Les dernières commandes honorées (dont un sujet sur l’histoire du port de Nantes à paraître au printemps dans la revue 303) l’heure est venue de redonner vie à Léonard Cabaret et Louise de Chauvigny, dont les aventures ont obtenu le succès d’estime qu’elles escomptaient mais mis en lumière une certaine sécheresse de l’auteur. Auteur qui reconnaît volontiers avoir un peu négligé ses personnages au profit d’une contextualisation parfois abusive (qui n’est pas pour autant exempte d’erreurs, nous y reviendrons) et d’une attention maniaque aux ressorts dramatiques. Il est donc temps de remettre l’ouvrage sur le métier pour donner un peu de chair à ces personnages dont les aventures devraient, si tout va bien, se déployer en trois tomes regroupés à terme en un volume.

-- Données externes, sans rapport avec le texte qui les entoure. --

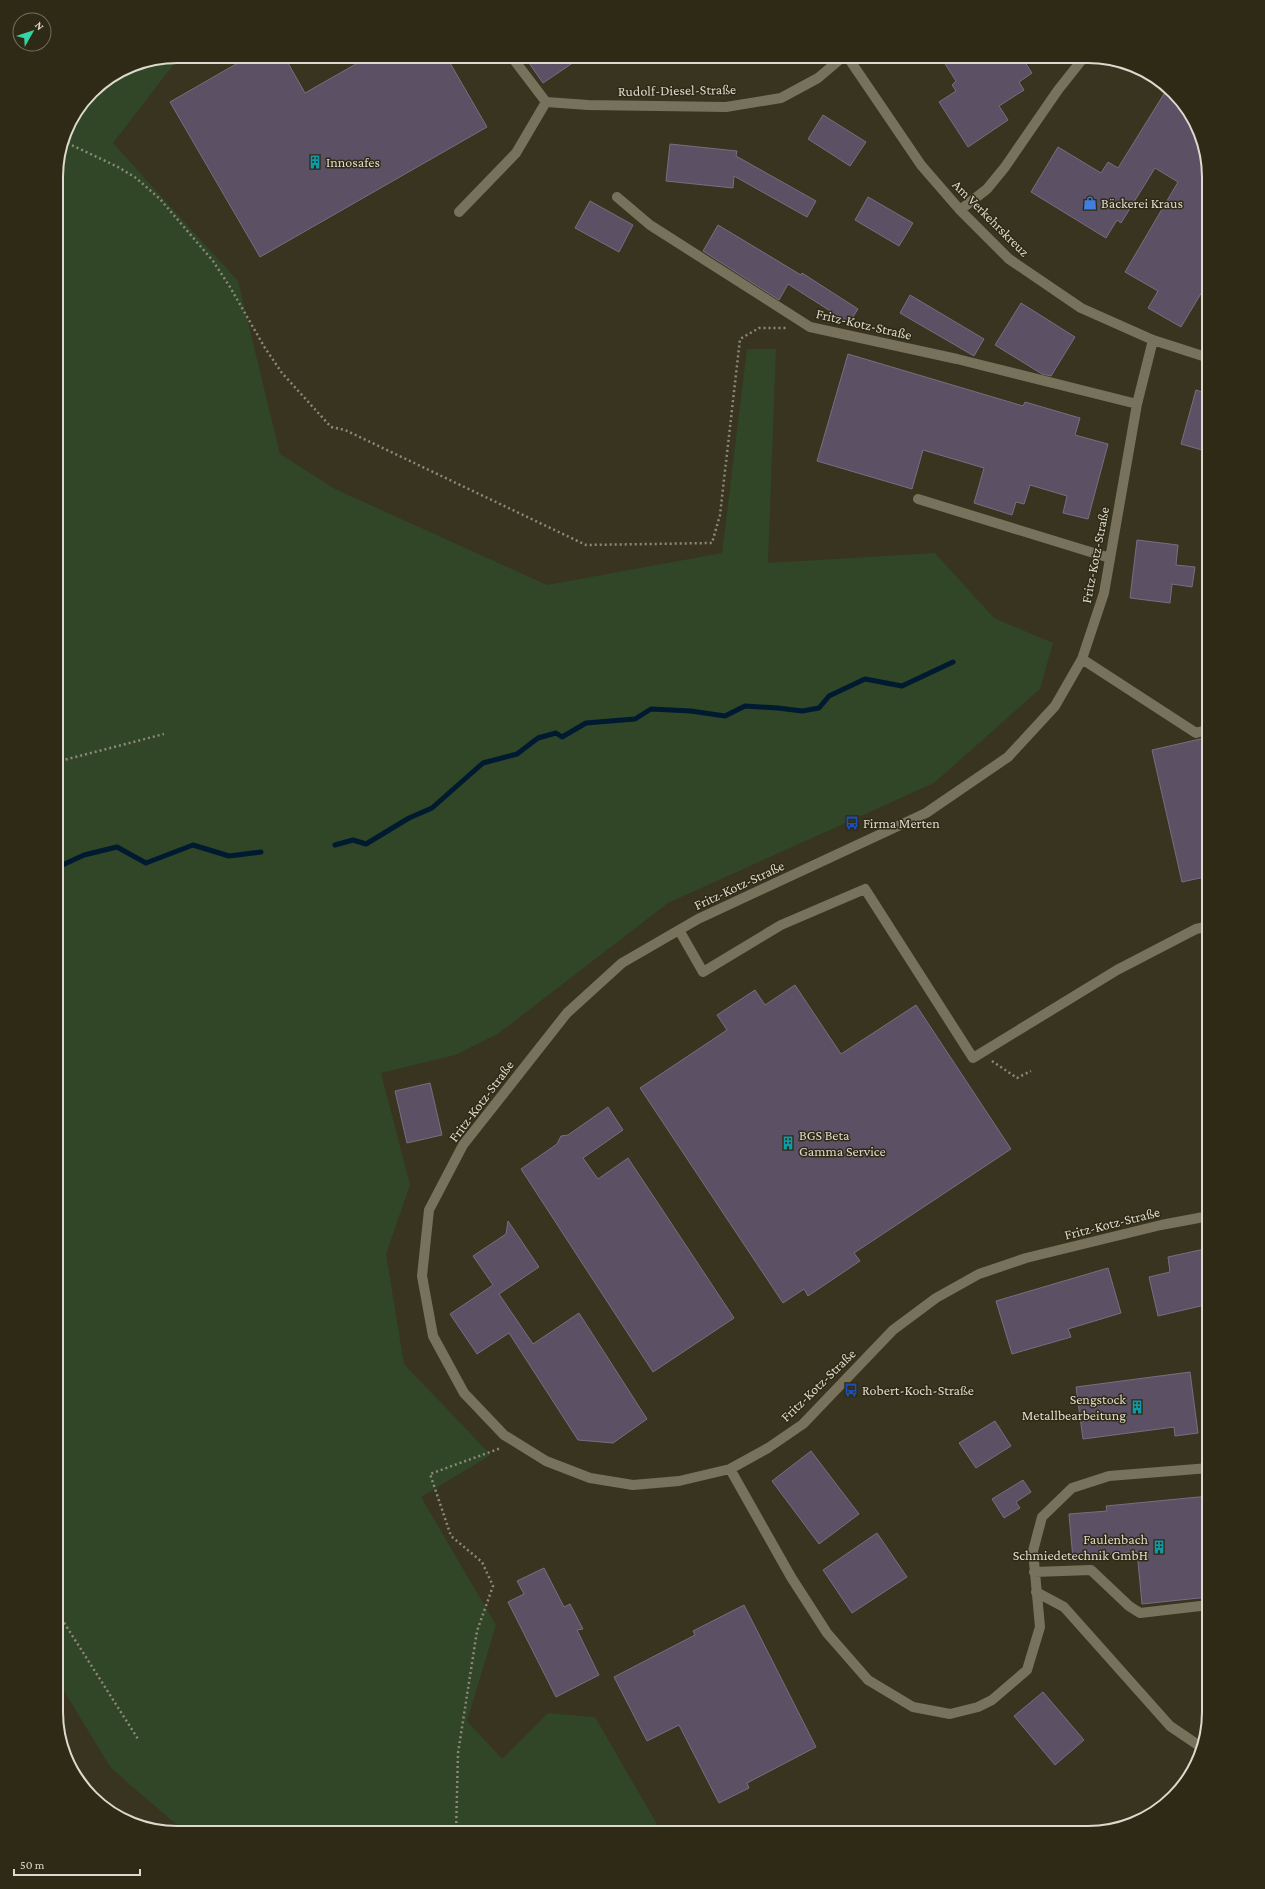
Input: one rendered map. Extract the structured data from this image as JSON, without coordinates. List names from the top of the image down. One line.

Marguerite de Navarre par Jean Clouet (vers 1530)

Aprés m’être replongé dans les mentalités de l’époque en relisant (avec grand plaisir) l’Heptaméron de Marguerite de Navarre, je me suis lancé en décembre dans une nouvelle recherche pour imaginer la bibliothèque (à l’époque on disait la librairie) de cette femme de lettres dans son château d’Alençon. C’est en effet dans cette bibliothèque que je souhaite démarrer ce second tome, dans laquelle Louise va découvrir l’édition de Simon de Colines du voyage de Magellan. Ceci pour être parfaitement raccord avec le Malais. Je n’en dirai pas plus pour le moment, parce qu’en fait je n’en sais guère plus. Sinon que Louise, en cette année 1534, soit cinq ans aprés la premier opus, est devenue la libraire attitrée de Marguerite et que Léonard a ouvert un atelier d’imprimerie à Nantes. L’idée générale restant d’être le plus pointu possible sur le contexte historique, l’évolution des techniques, les détails de la vie quotidienne, l’histoire des mentalités, mais très libre sur les ressorts dramatiques, sur l’évolution des personnages fictifs, que sont Louise, Léonard et Guillaume le graveur.

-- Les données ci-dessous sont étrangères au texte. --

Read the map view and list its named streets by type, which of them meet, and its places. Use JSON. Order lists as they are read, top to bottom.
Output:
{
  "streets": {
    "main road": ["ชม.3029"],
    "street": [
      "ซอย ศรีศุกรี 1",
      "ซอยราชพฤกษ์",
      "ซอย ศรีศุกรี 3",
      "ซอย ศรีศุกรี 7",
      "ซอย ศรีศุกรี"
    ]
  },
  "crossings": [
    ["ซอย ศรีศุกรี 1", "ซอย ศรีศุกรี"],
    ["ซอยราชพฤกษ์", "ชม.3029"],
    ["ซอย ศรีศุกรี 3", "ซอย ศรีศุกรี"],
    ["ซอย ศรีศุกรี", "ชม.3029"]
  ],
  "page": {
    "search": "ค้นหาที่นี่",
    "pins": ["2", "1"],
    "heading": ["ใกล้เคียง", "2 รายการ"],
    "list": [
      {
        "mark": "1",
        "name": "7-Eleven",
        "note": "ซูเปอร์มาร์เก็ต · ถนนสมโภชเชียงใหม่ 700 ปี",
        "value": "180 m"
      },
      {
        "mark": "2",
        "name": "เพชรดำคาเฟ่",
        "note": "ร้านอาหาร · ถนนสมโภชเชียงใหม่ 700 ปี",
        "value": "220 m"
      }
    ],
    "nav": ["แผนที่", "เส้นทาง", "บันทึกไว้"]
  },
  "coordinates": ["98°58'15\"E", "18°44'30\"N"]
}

Reconstitution de la bibliothèque de Montaigne Programme ANR CORPUS 2012 (ANR-12-CORP-0003-01)

C’est la raison pour laquelle je prends un soin particulier à configurer cette bibliothèque, cherchant un maximum de sources, notamment iconographiques comme cette reconstitution en trois dimensions de la bibliothèque de Montaigne. Il s’agit aussi de la situer dans le château d’Alençon. Dans le Malais, cette bibliothèque, confiée à Léonard, se situe dans le palais d’été, mais la découverte de travaux d’un historien alençonnais – qui a fait un travail remarquable sur le château en dépit de la faiblesse des sources –  va vraisemblablement me conduire à la bouger, parce que la localisation de ce palais d’été et même son existence, ne sont pas ausssi assurées que je l’imaginais. C’est un peu la magie de ce “work in progress” qui permet d’affiner les choses au fur et à mesure du travail.

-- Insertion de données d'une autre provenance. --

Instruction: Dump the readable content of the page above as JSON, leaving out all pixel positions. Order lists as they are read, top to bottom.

Le châtelet d’entrée, fig 14, in Le château d’Alençon en 1440, Thierry Churin.

La bibliothèque risque donc de s’installer dans le pavillon ci-dessus représenté. Pavillon qui s’appuie sur les deux tours du châtelet d’entrée. D’ici à ce que la bibliotèque se retrouve dans une des tours il n’y a qu’un pas. Ce serait un clin d’oeil à la bibliothèque de Montaigne qui me conviendrait assez bien. Nous verrons au moment d’attaquer le texte. En 2019, c’est à dire demain. Cinq cents ans aprés le départ de l’expédition Magellan, ça ne s’invente pas.

Bon vent à tous pour cette année qui commence.